Task to complete — Reproduce the records below exactly, but leave their pictures out of the copy.
......
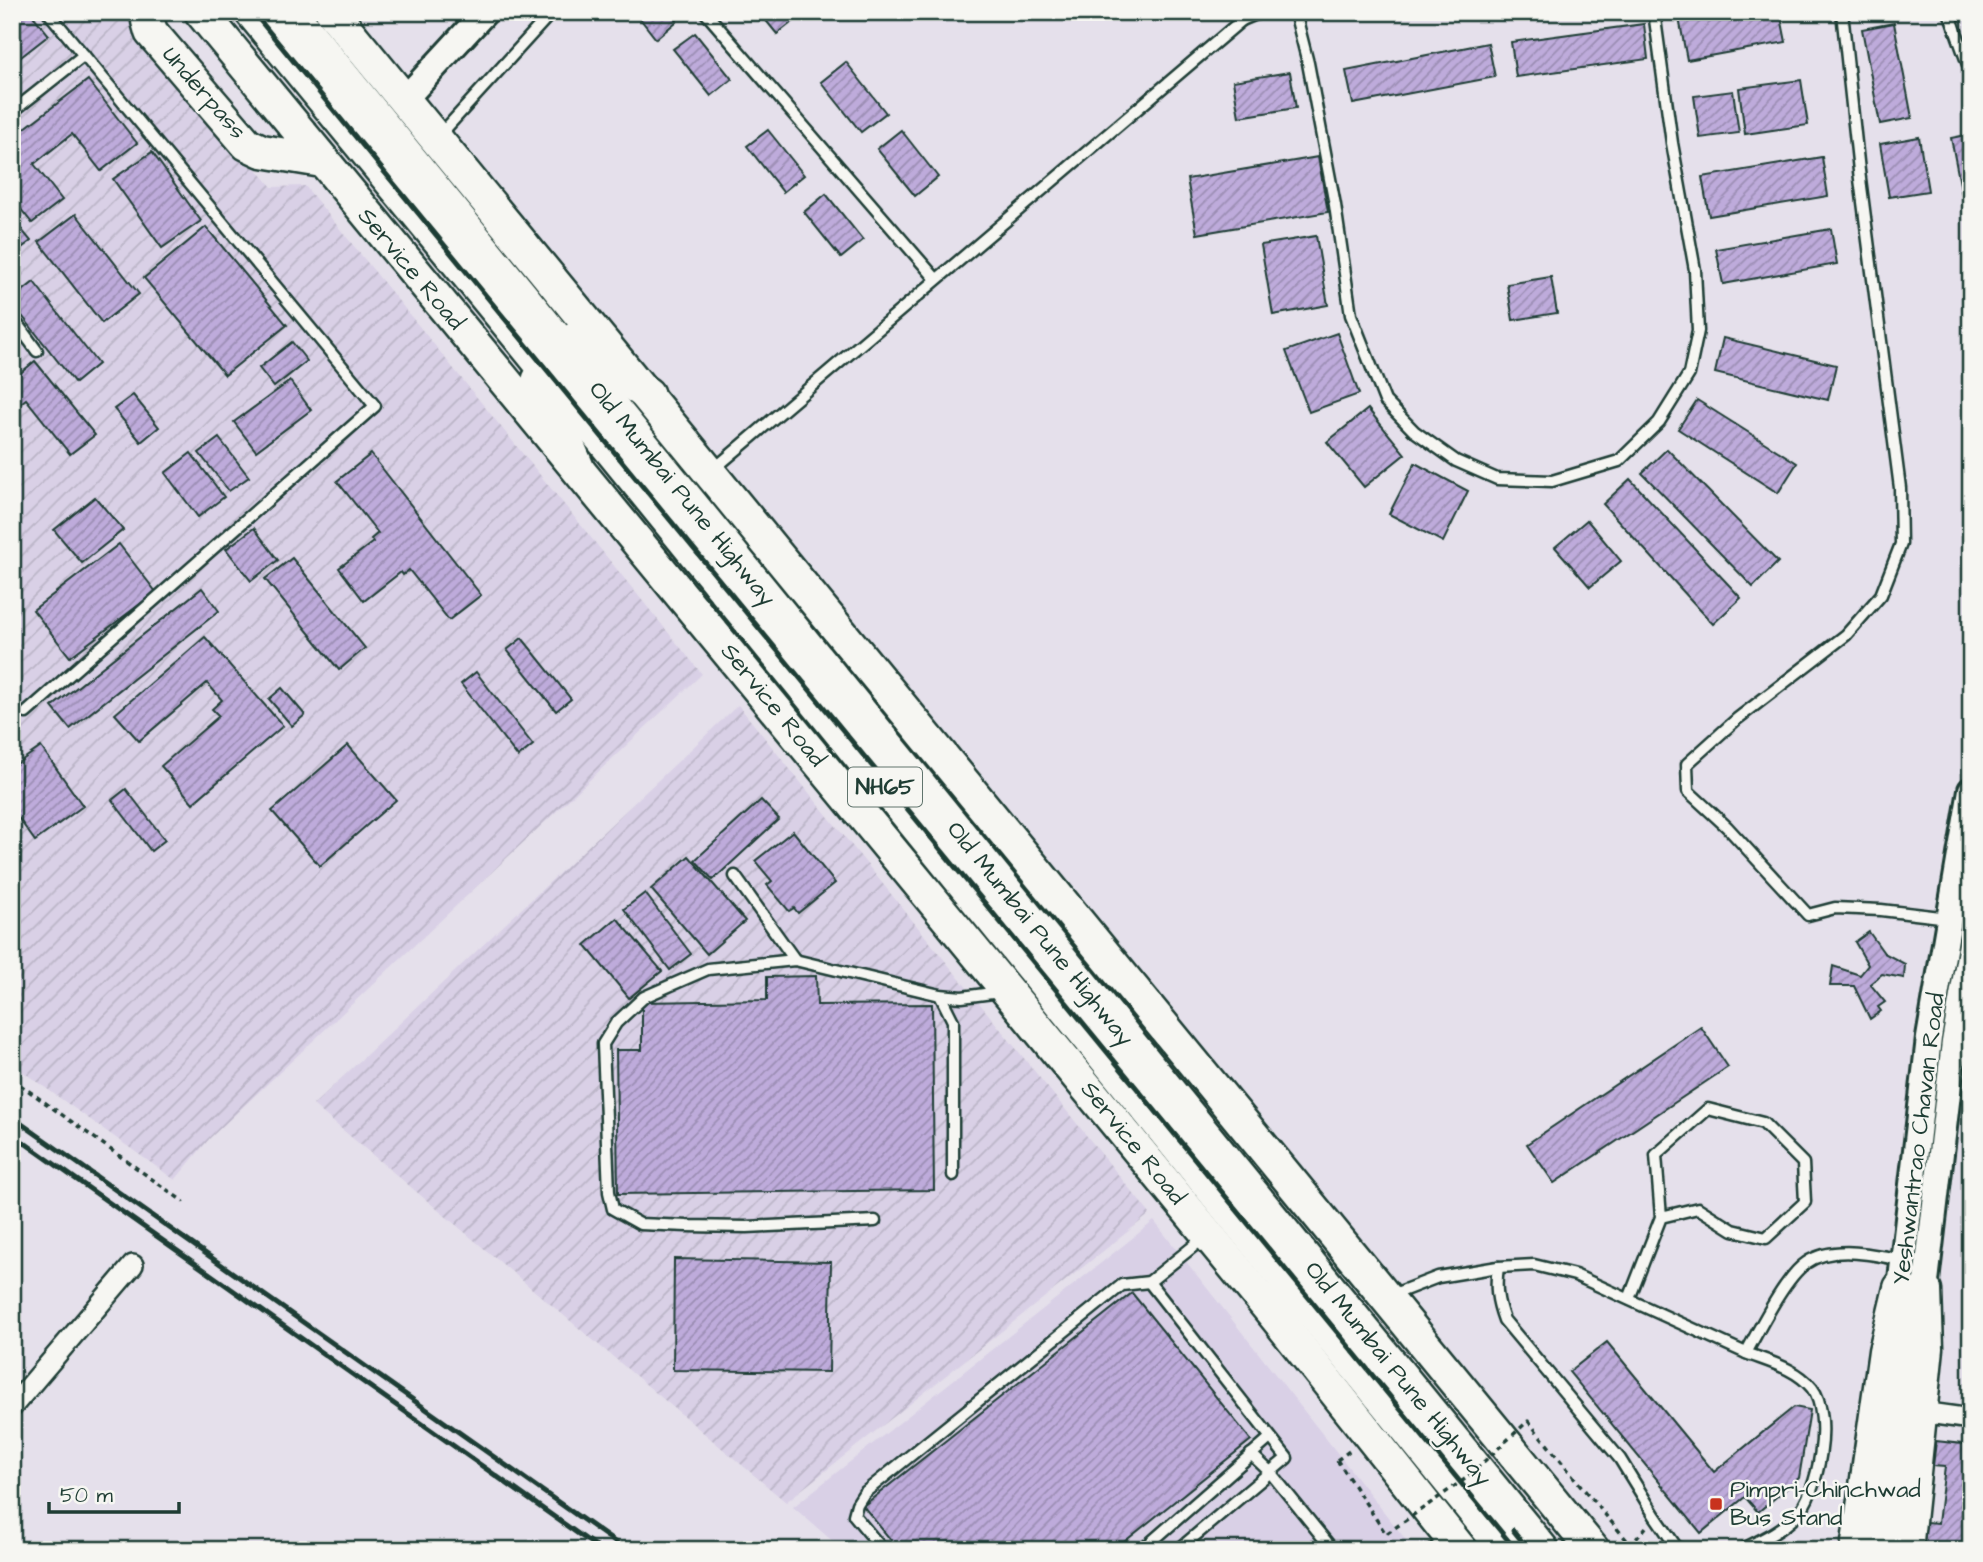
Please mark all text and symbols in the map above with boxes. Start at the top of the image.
street label: Underpass [154,39,254,147]
street label: Service Road [350,200,472,338]
street label: Old Mumbai Pune Highway [580,374,784,614]
street label: Service Road [712,636,834,774]
road number: NH65 [848,768,922,806]
street label: Old Mumbai Pune Highway [938,814,1142,1054]
street label: Yeshwantrao Chavan Road [1884,991,1954,1287]
street label: Service Road [1072,1074,1194,1212]
street label: Old Mumbai Pune Highway [1296,1254,1500,1494]
scale bar [49,1471,178,1515]
place label: Pimpri-Chinchwad Bus Stand [1730,1473,1921,1535]
text: 50 m [60,1481,114,1510]
marker: Pimpri-Chinchwad Bus Stand [1708,1496,1724,1512]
......
Response —
Please mark all text and symbols in the map above with boxes. Start at the top of the image.
street label: Underpass [154,39,254,147]
street label: Service Road [350,200,472,338]
street label: Old Mumbai Pune Highway [580,374,784,614]
street label: Service Road [712,636,834,774]
road number: NH65 [848,768,922,806]
street label: Old Mumbai Pune Highway [938,814,1142,1054]
street label: Yeshwantrao Chavan Road [1884,991,1954,1287]
street label: Service Road [1072,1074,1194,1212]
street label: Old Mumbai Pune Highway [1296,1254,1500,1494]
scale bar [49,1471,178,1515]
place label: Pimpri-Chinchwad Bus Stand [1730,1473,1921,1535]
text: 50 m [60,1481,114,1510]
marker: Pimpri-Chinchwad Bus Stand [1708,1496,1724,1512]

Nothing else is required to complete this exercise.